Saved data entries
=-=-=

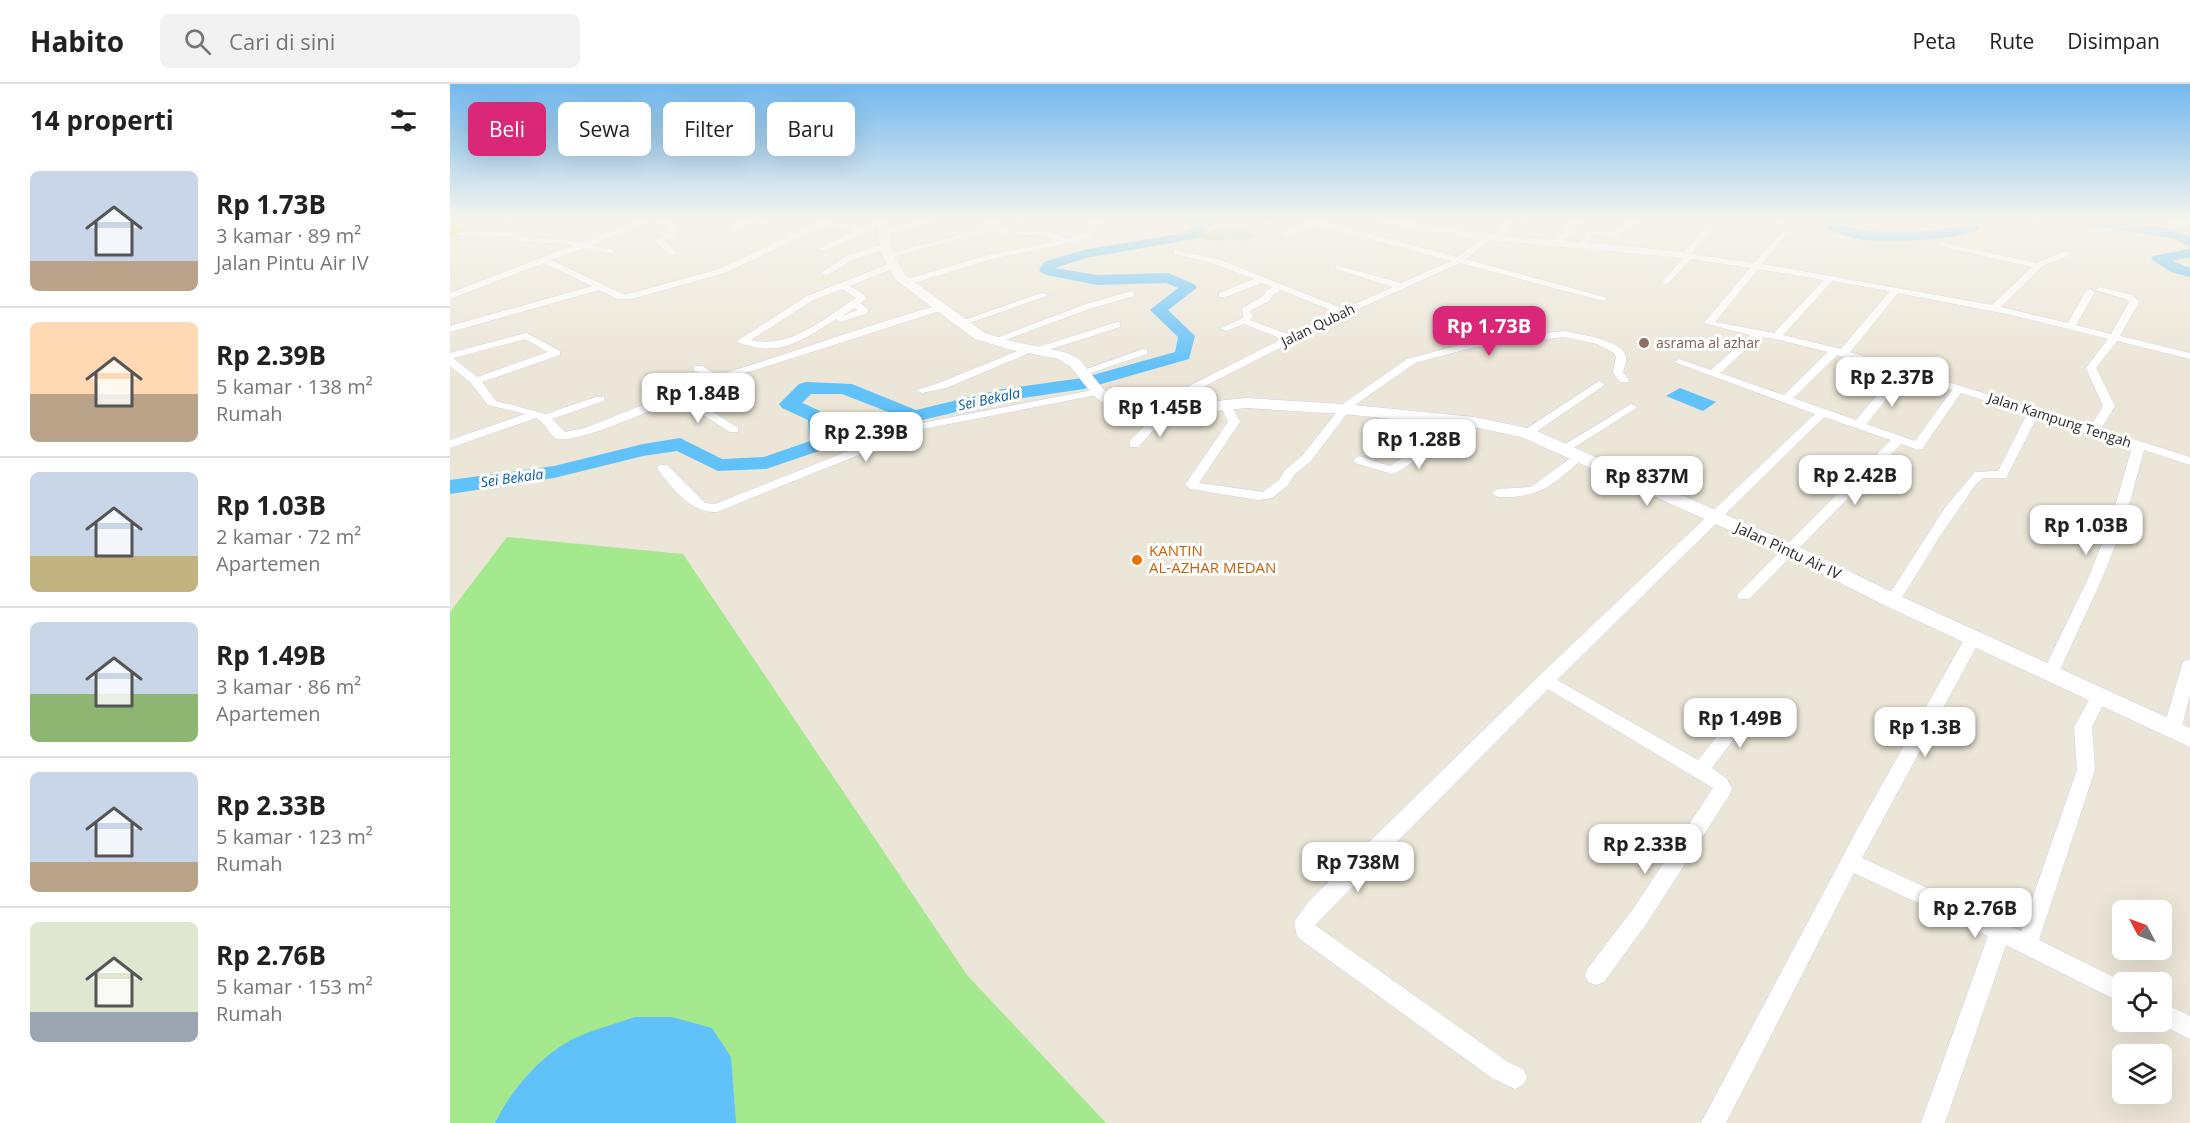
<!DOCTYPE html>
<html lang="id">
<head>
<meta charset="utf-8">
<style>
  :root { --surface:#fff; --page:#f2f2f2; --text:#222; --muted:#767676; --line:#e0e0e0; --accent:#db2777 }
  body { margin:0; font-family:"Open Sans",sans-serif; background:var(--page); color:var(--text); height:100vh; display:flex; flex-direction:column; font-size:22px; white-space:nowrap }
  * { box-sizing:border-box; margin:0 }
  p { font-size:20px; color:var(--muted) }
  .icon { flex:none; width:33px; height:33px; fill:none; stroke:currentColor; stroke-width:2; stroke-linecap:round; stroke-linejoin:round }
  .map { position:relative; flex:1; overflow:hidden }
  .panel { display:flex; flex-direction:column; background:var(--surface); width:450px }
  .panel>* { flex:none }
  .top-card { position:absolute; left:18px; top:18px; width:570px; height:54px; display:flex; gap:12px }
  .needle { width:39px; rotate:311deg }
  .buttons { position:absolute; left:1662px; top:816px; display:grid; gap:12px }
  .buttons a { display:grid; place-items:center; width:60px; height:60px; border-radius:9px; background:var(--surface); box-shadow:0 6px 24px #0002; font-size:30px }
  .price { position:absolute; translate:-50% -51px; padding:0 14px; border-radius:12px; background:#fff; color:#222; font-size:20px; line-height:39px; filter:drop-shadow(0 2px 3px #0008) }
  .price::after { content:''; position:absolute; left:50%; top:36px; width:18px; height:14px; margin-left:-9px; background:inherit; clip-path:polygon(0 0,100% 0,50% 100%) }
  .price.selected { background:var(--accent); color:#fff }
  ul { padding:0; list-style:none }
  li { display:flex; align-items:center; gap:18px; height:150px; padding:0 30px }
  li+li { border-top:2px solid var(--line) }
  li span { display:grid; place-items:center; flex:none; width:168px; height:120px; border-radius:9px; color:#555 }
  li>.icon { margin-inline-start:auto }
  span .icon { width:72px; height:72px; fill:#fffc; stroke-width:1 }
  li b { font-size:26px }
  h2 { display:flex; justify-content:space-between; align-items:center; height:72px; padding:0 30px; font-size:26px }
  .pill { padding:0 21px; border-radius:9px; background:var(--surface); box-shadow:0 6px 24px #0002; font-size:21px; line-height:54px }
  .pill.selected { background:var(--accent); color:#fff }
  header { display:flex; align-items:center; gap:36px; box-sizing:border-box; height:84px; padding:0 30px; background:var(--surface); border-bottom:2px solid var(--line) }
  header strong { font-size:28px }
  nav { display:flex; gap:33px; margin-inline-start:auto; font-size:21px }
  .search { width:420px; height:54px; background:var(--page); display:flex; align-items:center; gap:15px; box-sizing:border-box; padding:0 21px; border-radius:9px; color:var(--muted); font-size:22px }
  main { display:flex; flex:1; min-height:0 }
  .map>svg:first-child { display:block }
  .green { fill:#a5e98f }
  .cemetery { fill:#bed8ae }
  .water { fill:#61c1f9 }
  .lines { fill:none; stroke-linecap:round; stroke-linejoin:round }
  .river { fill:#61c1f9; fill-rule:evenodd }
  .minor-casing { stroke:#ced0e3; stroke-width:1 }
  .secondary-casing { stroke:#ced0e3; stroke-width:1 }
  .trunk-casing { stroke:#cbcbcb; stroke-width:2 }
  .minor { fill:#fff; fill-rule:evenodd }
  .secondary { fill:#fff; fill-rule:evenodd }
  .trunk { fill:#feca4f; fill-rule:evenodd }
  .education-dot { fill:#8d6e63; stroke:#fff; stroke-width:2 }
  .food-dot { fill:#e8710a; stroke:#fff; stroke-width:2 }
  .labels { text-anchor:middle; stroke-width:6; stroke-linejoin:round; paint-order:stroke }
  .far-street-label { font-size:14px; fill:#282828; stroke:#fff }
  .far-education-label { font-size:14px; fill:#785e54; stroke:#fff; text-anchor:start }
  .far-water-label { font-size:14px; font-style:italic; fill:#015ba3; stroke:#fff }
  .food-label { font-size:15px; fill:#c56008; stroke:#fff; text-anchor:start }
  .street-label { font-size:15px; fill:#282828; stroke:#fff }
</style>
</head>
<body>
<header>
<strong>Habito</strong>
<div class="search"><svg class="icon" aria-label="search" viewBox="0 0 24 24"><circle cx="10" cy="10" r="6"/><path d="M15 15l6 6"/></svg>Cari di sini</div>
<nav><a>Peta</a><a>Rute</a><a>Disimpan</a></nav>
</header>
<main>
<section class="panel">
<h2>14 properti<svg class="icon" aria-label="filters" viewBox="0 0 24 24"><path d="M4 7h16M4 17h16"/><circle cx="9" cy="7" r="2"/><circle cx="15" cy="17" r="2"/></svg></h2>
<ul>
<li><span style="background:linear-gradient(#c9d6e8 75%,#b9a48a 0)"><svg class="icon" aria-label="home" viewBox="0 0 24 24"><path d="M3 11l9-7 9 7M6 9v11h12V9"/></svg></span><div><b>Rp 1.73B</b><p>3 kamar · 89 m²</p><p>Jalan Pintu Air IV</p></div></li>
<li><span style="background:linear-gradient(#ffd9b3 60%,#b9a48a 0)"><svg class="icon" aria-label="home" viewBox="0 0 24 24"><path d="M3 11l9-7 9 7M6 9v11h12V9"/></svg></span><div><b>Rp 2.39B</b><p>5 kamar · 138 m²</p><p>Rumah</p></div></li>
<li><span style="background:linear-gradient(#c9d6e8 70%,#c2b280 0)"><svg class="icon" aria-label="home" viewBox="0 0 24 24"><path d="M3 11l9-7 9 7M6 9v11h12V9"/></svg></span><div><b>Rp 1.03B</b><p>2 kamar · 72 m²</p><p>Apartemen</p></div></li>
<li><span style="background:linear-gradient(#c9d6e8 60%,#8fb573 0)"><svg class="icon" aria-label="home" viewBox="0 0 24 24"><path d="M3 11l9-7 9 7M6 9v11h12V9"/></svg></span><div><b>Rp 1.49B</b><p>3 kamar · 86 m²</p><p>Apartemen</p></div></li>
<li><span style="background:linear-gradient(#c9d6e8 75%,#b9a48a 0)"><svg class="icon" aria-label="home" viewBox="0 0 24 24"><path d="M3 11l9-7 9 7M6 9v11h12V9"/></svg></span><div><b>Rp 2.33B</b><p>5 kamar · 123 m²</p><p>Rumah</p></div></li>
<li><span style="background:linear-gradient(#dfe7d0 75%,#9aa5b1 0)"><svg class="icon" aria-label="home" viewBox="0 0 24 24"><path d="M3 11l9-7 9 7M6 9v11h12V9"/></svg></span><div><b>Rp 2.76B</b><p>5 kamar · 153 m²</p><p>Rumah</p></div></li>
</ul>
</section>
<div class="map">
<svg width="1740" height="1039" viewBox="0 0 1740 1039">
  <rect width="100%" height="100%" fill="#ece6d8"/>
  <polygon class="green" points="57,453 233,470 517,891 656,1039 0,1039 0,528"/>
  <polygon class="cemetery" points="782,143 807,150 792,157 780,154 772,157 741,154 758,146"/>
  <g class="water">
    <polygon points="1230,304 1266,318 1253,327 1216,312"/>
    <path d="M185,933h37l40,11 19,29 5,66h-241c16,-34 51,-74 87,-88 17,-7 36,-12 53,-18z"/>
  </g>
  <g class="lines">
    <g class="river">
      <path d="M752,136h16l-24,19 -108,19 -31,10 43,7 70,-2 26,11 3,3 -3,3 -26,20 27,26 -6,23 -105,30 -81,12 -89,21 -72,-28h-31l-9,9c28,12 25,10 29,41l-3,4 -62,21 -48,2 -41,-20 -34,5 -89,22 -104,16v-14l104,-14 89,-22 37,-6 42,21 42,-2 46,-16 -2,-21 -26,-12 -3,-4 20,-20 7,-2 46,2 64,26 87,-21 79,-11 93,-26 3,-15 -28,-27 28,-22 -12,-5 -68,2 -52,-10 -7,-4 5,-9 39,-12 102,-17z"/>
      <path d="M1372,136h14l2,4c42,13 84,10 127,1l-3,-5h14l4,8c-13,13 -95,14 -116,12 -12,-1 -24,-7 -36,-10z"/>
      <path d="M1626,136c26,0 94,4 114,17v10l-15,-8 -92,-15z"/>
      <polygon points="1740,165 1740,173 1722,177 1740,184 1740,193 1721,188 1701,175 1703,172"/>
    </g>
    <defs>
      <g id="minor">
        <path d="M191,136h11l-61,25 23,5v4l-30,-6 -33,12 72,34h5l91,-25 98,-46 -3,-3c15,0 33,8 48,6 9,-1 15,-8 23,-4l-60,29 -7,-2 36,-19 -28,-5 -101,48 -94,26h-13l-19,-9 -149,42v-6l142,-40 -48,-23 -94,36v-6l124,-48 -61,-5 -4,-3 -57,-2 -2,-4 67,2 3,3 62,6z"/>
        <polygon points="210,136 218,136 230,149 214,157 226,167 226,171 220,171 204,156 221,148"/>
        <polygon points="296,136 307,136 285,147 278,145"/>
        <polygon points="476,136 491,136 434,150 430,148"/>
        <path d="M535,136c9,0 12,7 21,10 23,6 34,-6 60,9l21,-6 4,-13h8l-5,16 -29,8 -72,15 -86,26 -3,-1v-4l84,-25 70,-14c-21,-12 -43,0 -64,-11l-106,28 -4,-3 105,-28z"/>
        <path d="M852,136h14l142,37 23,-18 -65,-9 -39,-10h16l102,15 11,-15h8l-11,16 52,4 19,-20h5l1,4 -16,17 16,1 8,-12 26,2 17,-12h9l-21,17 -26,-2 -5,7 95,10 26,-28 4,2 -22,28 63,9 29,-32 4,2 -25,31 230,41 40,-38 -92,-21v-4l96,21 27,-11h6v4l-25,9 -43,42 67,16 17,-31 5,-3 5,3 -19,33 35,9 18,-32 -3,-3 -31,-9 5,-3 32,8 7,7 -19,34 70,17v6l-73,-18 -21,27 19,38 -14,23 89,28v8l-46,-15 -20,74 -23,57 -43,93 -2,4h-12l-2,-4 45,-93 23,-57 22,-77 -95,-30 -31,61h-23l-7,6 -34,49 -44,71h-10l-2,-3 6,-11 52,-81 31,-37 23,-1 29,-57 -66,-21 -39,56 -4,1 -17,-6 -152,155h-10l-2,-3 2,-3 152,-153 -67,-23 -267,263 141,80 47,-59h12l2,4 -47,63 15,11 5,10 -2,5 -83,129 -43,59 -8,3 -8,-3 -3,-7 3,-7 45,-59 80,-121 -165,-99 -233,236 193,137 15,7 4,8 -4,8 -8,4 -23,-11 -188,-136 -7,-6 -3,-14 15,-21 230,-225 276,-262 -141,-52 5,-3 32,11 39,-35 -46,-12 46,-55 -59,-9 -25,26 -4,-3 21,-24 -193,-18 -24,19 142,39 -5,3 -143,-38 -113,51 -199,101h-8v-4l142,-72 -38,-15 -18,7 -5,-3 20,-9 2,-2 -1,-9 20,-11 5,-7 6,-3 -11,-4 -37,14h-6v-4l35,-14 -42,-16 -38,-9v-4l44,9 126,50 49,-22 -57,-18v-4l65,18 50,-22 -134,-36 -32,11v-4l24,-9zM1308,185l66,11 -50,53 -59,-11zM1382,197l58,10 -49,58 -58,-14zM831,206l55,22 -46,23 -40,-15 3,-3 -3,-6 19,-10 5,-7zM1448,209l114,22 96,24 -22,29 17,38 -12,20 -241,-74zM1309,253l17,2 52,13 -44,43 -64,-22zM1387,271l59,18 -40,47 -63,-22zM1455,292l47,14 -37,51 -49,-17z"/>
        <polygon points="1711,136 1740,139 1740,143 1712,138"/>
        <polygon points="437,159 440,159 440,163 402,176 378,191 371,189 396,172"/>
        <path d="M444,178l4,3 -1,2 -47,19 15,9 1,4 -6,4 8,6v4l-27,9 -5,-3c-25,16 -50,35 -82,28 -6,-2 -12,-2 -17,-6l70,-45zM392,205l14,9c-33,21 -65,51 -105,42l62,-40zM404,224l4,2 -16,6z"/>
        <polygon points="681,207 684,208 684,212 639,225 547,259 538,257 633,221"/>
        <polygon points="591,209 599,211 514,241 506,239"/>
        <path d="M490,221l5,3 -2,2 -223,71 -33,14 51,33v4h-8l-52,-33c-20,8 -106,48 -123,39 -7,-5 -10,-16 -19,-20l-86,30v-8l75,-26 -37,-9 -17,-22 -21,-17v-13l76,-20 34,18v4l-78,27 14,19 50,13 50,-17h8v4l-52,18 13,13 20,-4 123,-49 -14,-9v-4h8l15,9c75,-21 148,-50 223,-70zM75,255l23,13 -71,25 -24,-19z"/>
        <polygon points="667,238 670,239 670,243 592,268 584,267 496,304 472,309 466,306 489,299 577,263 585,264"/>
        <path d="M1114,247c14,3 60,9 62,26 1,4 -2,11 -3,15l6,8 -1,2h-8l-7,-10 3,-15 -2,-4 -17,-9 -33,-7 -89,10 -60,16 -63,44 -42,55 -16,13 -6,10 -16,13 -14,2 -67,-11 -6,-4 43,-63 -8,-18 2,-2h8l10,20 -41,61 64,9 16,-12 6,-10 17,-14 42,-53 63,-44 67,-18z"/>
        <polygon points="693,265 697,266 697,270 637,290 629,290 628,288"/>
        <polygon points="1149,297 1154,300 1153,302 1080,352 1076,353 1070,349"/>
        <path d="M648,305l4,1v4l-179,35 -206,83c-25,2 -46,-25 -60,-44l2,-3h8l38,38 10,1 201,-80z"/>
        <polygon points="1181,320 1187,323 1185,325 1117,368 1109,368 1107,365"/>
        <polygon points="714,325 720,328 718,330 688,363 680,363 680,357 710,326"/>
        <polygon points="1020,335 1024,336 1024,340 987,368 969,374 946,389 942,390 905,379 903,376 909,372 940,382 961,368 979,362"/>
        <path d="M1129,368l4,1v6c-28,22 -36,36 -74,38 -7,0 -12,1 -17,-4l6,-4 33,-2z"/>
        <polygon points="1523,549 1529,550 1531,554 1412,774 1571,847 1627,686 1624,643 1643,609 1655,609 1657,613 1642,643 1645,686 1589,856 1674,898 1672,919 1556,861 1495,1039 1471,1039 1538,852 1404,789 1276,1039 1251,1039 1416,729 1515,554 1517,550"/>
        <polygon points="1740,575 1740,611 1731,646 1728,651 1722,652 1716,651 1713,646 1732,581 1734,577"/>
        <polygon points="1712,918 1740,932 1740,955 1705,938 1712,938"/>
      </g>
      <polygon id="secondary" points="426,136 437,136 444,171 455,191 535,249 561,257 618,269 630,276 653,305 673,319 694,324 796,314 893,320 1024,333 1082,345 1347,462 1450,512 1740,644 1740,663 1436,522 1333,470 1071,353 1024,343 893,330 796,324 694,334 662,326 643,311 620,282 608,275 558,265 525,255 446,196 432,171"/>
      <polygon id="trunk" points="15,136 30,136 0,154 0,145"/>
    </defs>
    <use href="#minor" class="minor-casing"/>
    <use href="#secondary" class="secondary-casing"/>
    <use href="#trunk" class="trunk-casing"/>
    <use href="#minor" class="minor"/>
    <use href="#secondary" class="secondary"/>
    <use href="#trunk" class="trunk"/>
  </g>
  <linearGradient id="sky" x2="0" y2="1"><stop stop-color="#72b9ef"/><stop offset="0.48" stop-color="#f6f4ed"/><stop offset="1" stop-color="#f6f4ed" stop-opacity="0"/></linearGradient>
  <rect width="1740" height="282" fill="url(#sky)"/>
  <circle class="education-dot" cx="1194" cy="259" r="6"/>
  <circle class="food-dot" cx="687" cy="476" r="6"/>
  <g class="labels">
    <g class="far-street-label">
      <text transform="translate(868 241) rotate(-26)" y="5">Jalan Qubah</text>
      <text transform="translate(1610 336) rotate(18)" y="5">Jalan Kampung Tengah</text>
    </g>
    <g class="far-education-label">
      <text x="1206" y="264">asrama al azhar</text>
    </g>
    <g class="far-water-label">
      <text transform="translate(539 315) rotate(-12)" y="5">Sei Bekala</text>
      <text transform="translate(62 394) rotate(-8)" y="5">Sei Bekala</text>
    </g>
    <g class="food-label">
      <text x="699" y="472">KANTIN<tspan x="699" dy="17">AL-AZHAR MEDAN</tspan></text>
    </g>
    <g class="street-label">
      <text transform="translate(1338 467) rotate(25)" y="5">Jalan Pintu Air IV</text>
    </g>
  </g>
</svg>
<div class="buttons">
<a><svg class="needle" viewBox="-14 -14 28 28"><path d="M0-13l5 13h-10z" fill="#e53935"/><path d="M0 13l5-13h-10z" fill="#767676"/></svg></a>
<a><svg class="icon" aria-label="locate" viewBox="0 0 24 24"><circle cx="12" cy="12" r="6"/><path d="M12 2v4M12 18v4M2 12h4M18 12h4"/></svg></a>
<a><svg class="icon" aria-label="layers" viewBox="0 0 24 24"><path d="M12 4l9 5-9 5-9-5zM3 14l9 5 9-5"/></svg></a>
</div>
<b class="price selected" style="left:1039px;top:273px">Rp 1.73B</b>
<b class="price" style="left:1442px;top:324px">Rp 2.37B</b>
<b class="price" style="left:248px;top:340px">Rp 1.84B</b>
<b class="price" style="left:710px;top:354px">Rp 1.45B</b>
<b class="price" style="left:416px;top:379px">Rp 2.39B</b>
<b class="price" style="left:969px;top:386px">Rp 1.28B</b>
<b class="price" style="left:1405px;top:422px">Rp 2.42B</b>
<b class="price" style="left:1197px;top:423px">Rp 837M</b>
<b class="price" style="left:1636px;top:472px">Rp 1.03B</b>
<b class="price" style="left:1290px;top:665px">Rp 1.49B</b>
<b class="price" style="left:1475px;top:674px">Rp 1.3B</b>
<b class="price" style="left:1195px;top:791px">Rp 2.33B</b>
<b class="price" style="left:908px;top:809px">Rp 738M</b>
<b class="price" style="left:1525px;top:855px">Rp 2.76B</b>
<div class="top-card">
<a class="pill selected">Beli</a>
<a class="pill">Sewa</a>
<a class="pill">Filter</a>
<a class="pill">Baru</a>
</div>
</div>
</main>
</body>
</html>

=-=-=

Your task:
If a line in the entries above has the word "margin", copy it.

Result of this task:
  body { margin:0; font-family:"Open Sans",sans-serif; background:var(--page); color:var(--text); height:100vh; display:flex; flex-direction:column; font-size:22px; white-space:nowrap }
  * { box-sizing:border-box; margin:0 }
  .price::after { content:''; position:absolute; left:50%; top:36px; width:18px; height:14px; margin-left:-9px; background:inherit; clip-path:polygon(0 0,100% 0,50% 100%) }
  li>.icon { margin-inline-start:auto }
  nav { display:flex; gap:33px; margin-inline-start:auto; font-size:21px }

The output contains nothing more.